Face à cette situation, la filière ne reste pas les bras croisés. « Il y a eu une mise en place progressive de points de vente de proximité qui connaissent un vif succès et on a encore la chance d’avoir de petits formats qui peuvent être vendus au détail », souligne Claude Béra.
Les maroilles fermiers s’en sortent mieux avec les circuits courts, marchés, ou livraisons à domicile, « un ou deux arrivent à maintenir leur production, mais c’est loin d’être la majorité. La vente directe est globalement une solution de dépannage, mais il va falloir réfléchir à tisser d’autres circuits de commercialisation, plus proches des consommateurs », poursuit-il.
La production de maroilles est aujourd’hui assurée a minima. Le lait que produit par exemple l’élevage de Claude Béra est transformé depuis le début du confinement en lait UHT, beurre et poudre de lait, « grâce à la solidarité d’une fabrique laitière à proximité ».
L’inconnue aujourd’hui, c’est la fin du confinement, et, dans la foulée, l’éventuelle reprise de la restauration hors domicile.
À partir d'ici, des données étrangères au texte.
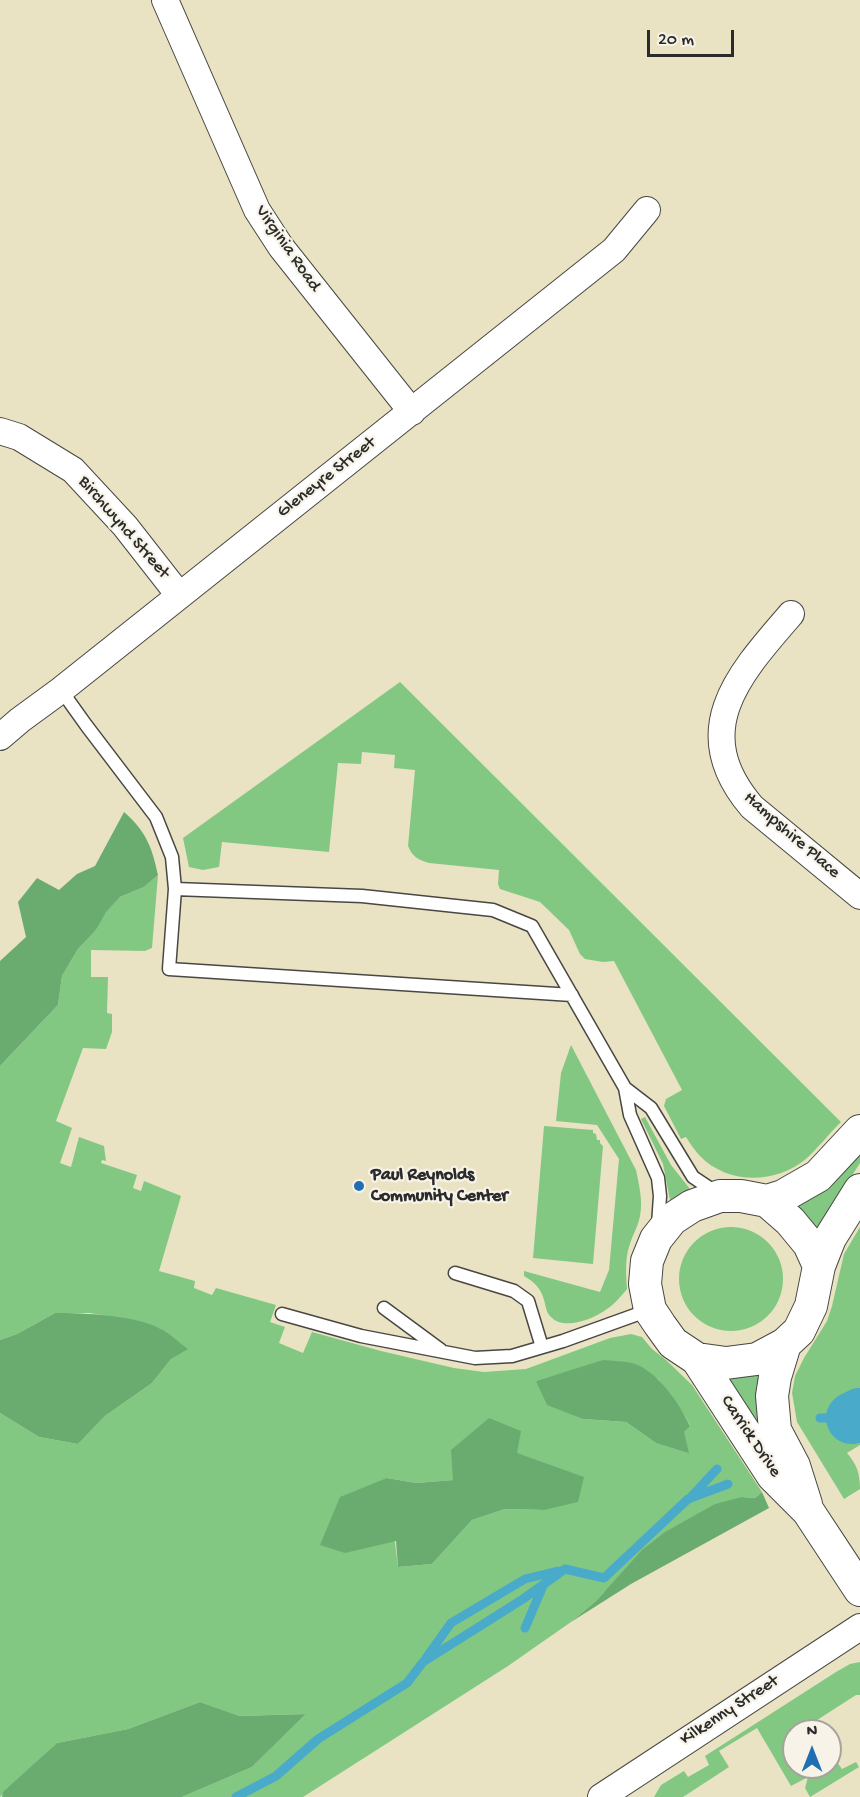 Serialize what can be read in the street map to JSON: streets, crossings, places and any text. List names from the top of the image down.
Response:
{
  "streets": {
    "street": [
      "Virginia Road",
      "Gleneyre Street",
      "Birchwynd Street",
      "Hampshire Place",
      "Carrick Drive",
      "Kilkenny Street"
    ]
  },
  "crossings": [
    ["Virginia Road", "Gleneyre Street"],
    ["Gleneyre Street", "Birchwynd Street"]
  ],
  "places": ["Paul Reynolds Community Center"],
  "scale_bar": "20 m",
  "north": "top"
}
D’autant que l’arrivée de l’été est déjà synonyme de fléchissement de la consommation. « La grande problématique est : quelle sera la demande dans un mois pour qu’on arrive à anticiper la fabrication qui nécessite plus d’un mois d’affinage ? », poursuit Claude Béra.
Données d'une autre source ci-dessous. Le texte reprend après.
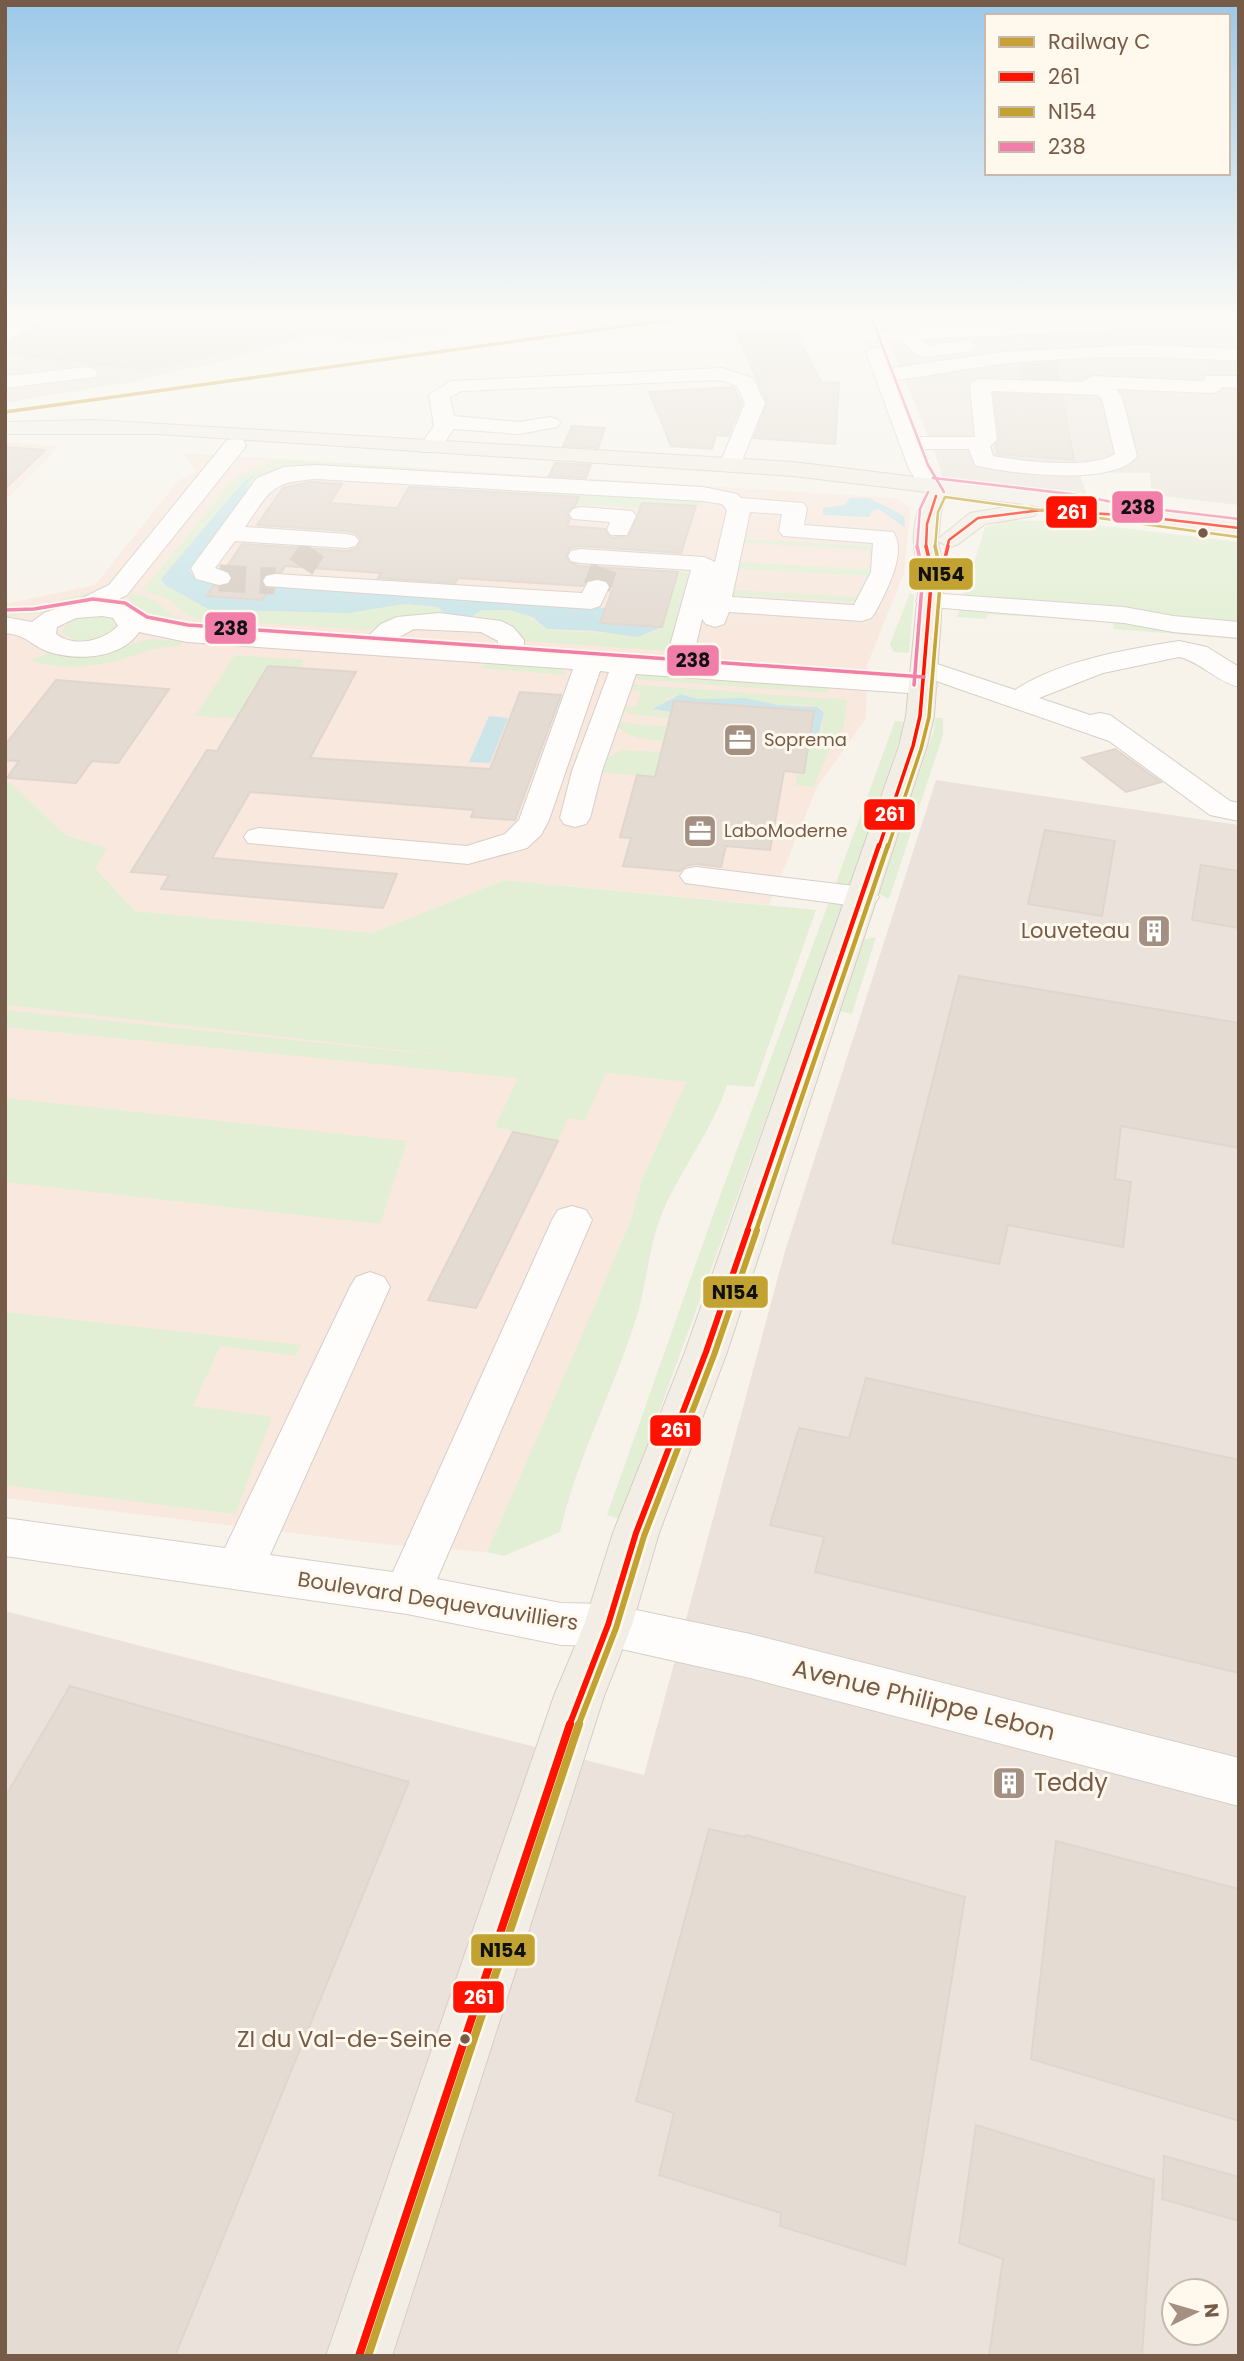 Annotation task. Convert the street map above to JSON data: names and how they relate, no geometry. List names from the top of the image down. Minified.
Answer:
{"streets":{"main road":["Boulevard Dequevauvilliers"],"street":["Avenue Philippe Lebon"]},"crossings":[["Boulevard Dequevauvilliers","Avenue Philippe Lebon"]],"places":{"office":["Soprema","LaboModerne"],"building":["Louveteau","Teddy"],"other":["ZI du Val-de-Seine"]},"lines":["transit line 238","transit line 261","transit line N154"],"legend":["Railway C","261","N154","238"],"north":"right"}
« On en appelle à la solidarité des consommateurs et des grandes et moyennes surfaces pour sauver cette filière qui écoule 80 % de sa production en région Hauts-de-France », annonce Marie-Sophie Lesne. La Région veut montrer l’exemple en s’engageant à multiplier par trois les volumes utilisés par les cantines des 236 collèges et lycées… quand ils rouvriront. Elle lance aussi cette semaine une grande campagne de communication pour valoriser les produits régionaux auprès des consommateurs et tenter d’inverser la courbe.
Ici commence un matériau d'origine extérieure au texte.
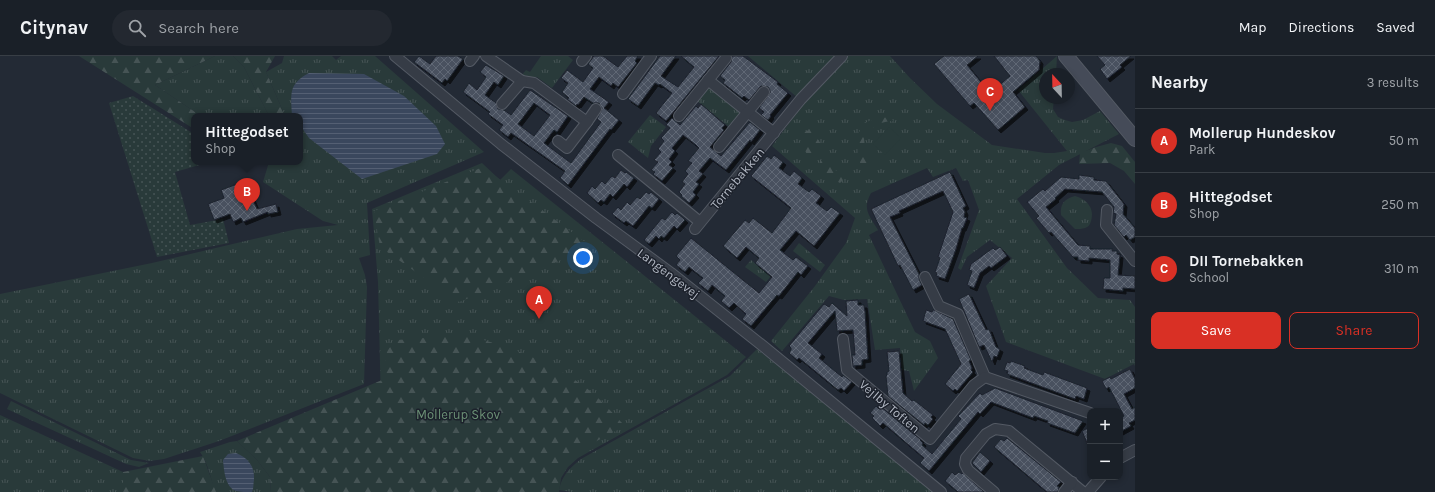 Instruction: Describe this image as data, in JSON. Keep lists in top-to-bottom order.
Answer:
{
  "streets": {
    "street": ["Tornebakken", "Langengevej", "Vejlby Toften"]
  },
  "parks": ["Mollerup Skov"],
  "north": "top",
  "page": {
    "header": "Citynav",
    "search": "Search here",
    "nav": ["Map", "Directions", "Saved"],
    "heading": ["Nearby", "3 results"],
    "pins": ["C", "B", "A"],
    "list": [
      {
        "mark": "A",
        "name": "Mollerup Hundeskov",
        "note": "Park",
        "value": "50 m"
      },
      {
        "mark": "B",
        "name": "Hittegodset",
        "note": "Shop",
        "value": "250 m"
      },
      {
        "mark": "C",
        "name": "DII Tornebakken",
        "note": "School",
        "value": "310 m"
      }
    ],
    "popup": ["Hittegodset", "Shop"],
    "buttons": ["Save", "Share"],
    "map_buttons": ["+", "−"]
  }
} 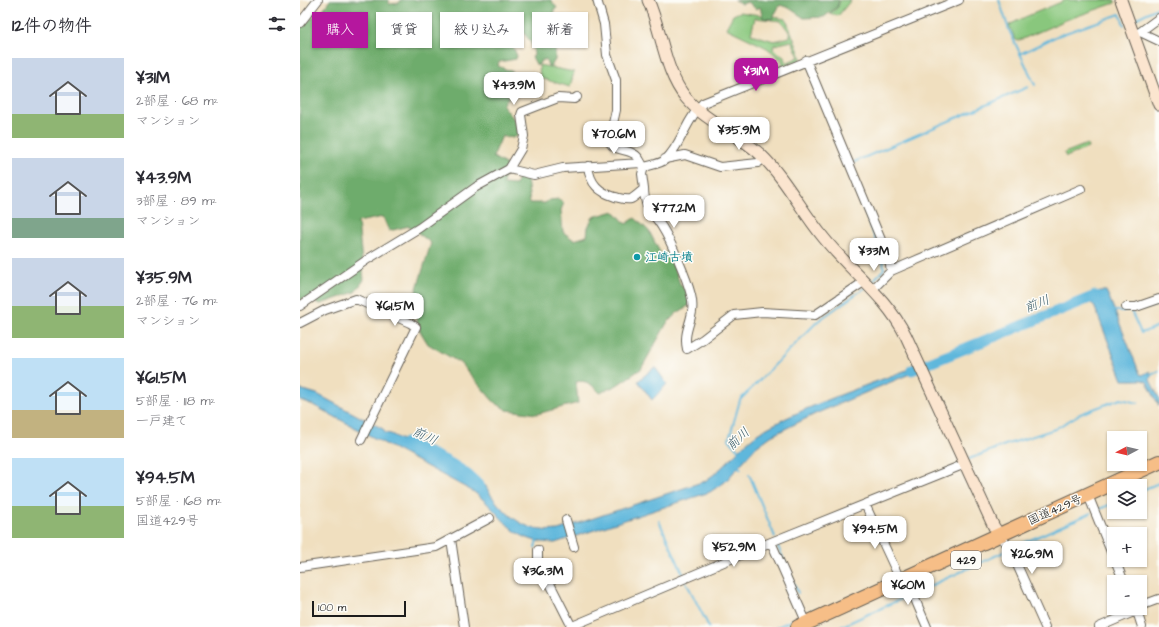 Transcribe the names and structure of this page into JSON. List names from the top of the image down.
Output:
{
  "streets": {
    "highway": ["国道429号", "429"]
  },
  "water": ["前川"],
  "places": ["江崎古墳"],
  "scale_bar": "100 m",
  "north": "left",
  "page": {
    "heading": "12件の物件",
    "chip": [
      "購入",
      "賃貸",
      "絞り込み",
      "新着"
    ],
    "list": [
      {
        "name": "¥31M",
        "note": "2部屋 · 68 m² · マンション"
      },
      {
        "name": "¥43.9M",
        "note": "3部屋 · 89 m² · マンション"
      },
      {
        "name": "¥35.9M",
        "note": "2部屋 · 76 m² · マンション"
      },
      {
        "name": "¥61.5M",
        "note": "5部屋 · 118 m² · 一戸建て"
      },
      {
        "name": "¥94.5M",
        "note": "5部屋 · 168 m² · 国道429号"
      }
    ],
    "price": [
      "¥31M",
      "¥43.9M",
      "¥35.9M",
      "¥70.6M",
      "¥77.2M",
      "¥33M",
      "¥61.5M",
      "¥94.5M",
      "¥52.9M",
      "¥26.9M",
      "¥36.3M",
      "¥60M"
    ],
    "map_buttons": ["+", "−"],
    "scale": "100 m"
  }
}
Autre piste d’action : le stockage. Marie-Sophie Lesne et Xavier Bertrand, le président de la Région, ont écrit au ministre de l’Agriculture et à l’Europe pour réclamer des aides d’urgence. « De nombreuses filières, comme la viande, les pommes de terre ou le maroilles, ont besoin de pouvoir stocker de la production, mais tout ça a un coût », estiment les élus.
Les fabricants de maroilles pourraient congeler le caillé aussitôt la fermentation faite, puis le ressortir plus tard pour le mouler et l’affiner. Le Saint-Nectaire le fait déjà. « Il faudrait des quantités énormes de congélateurs, et est-ce compatible avec le cahier des charges d’un fromage AOP ? », s’interroge Claude Béra, prêt à tout envisager pour sauver la filière.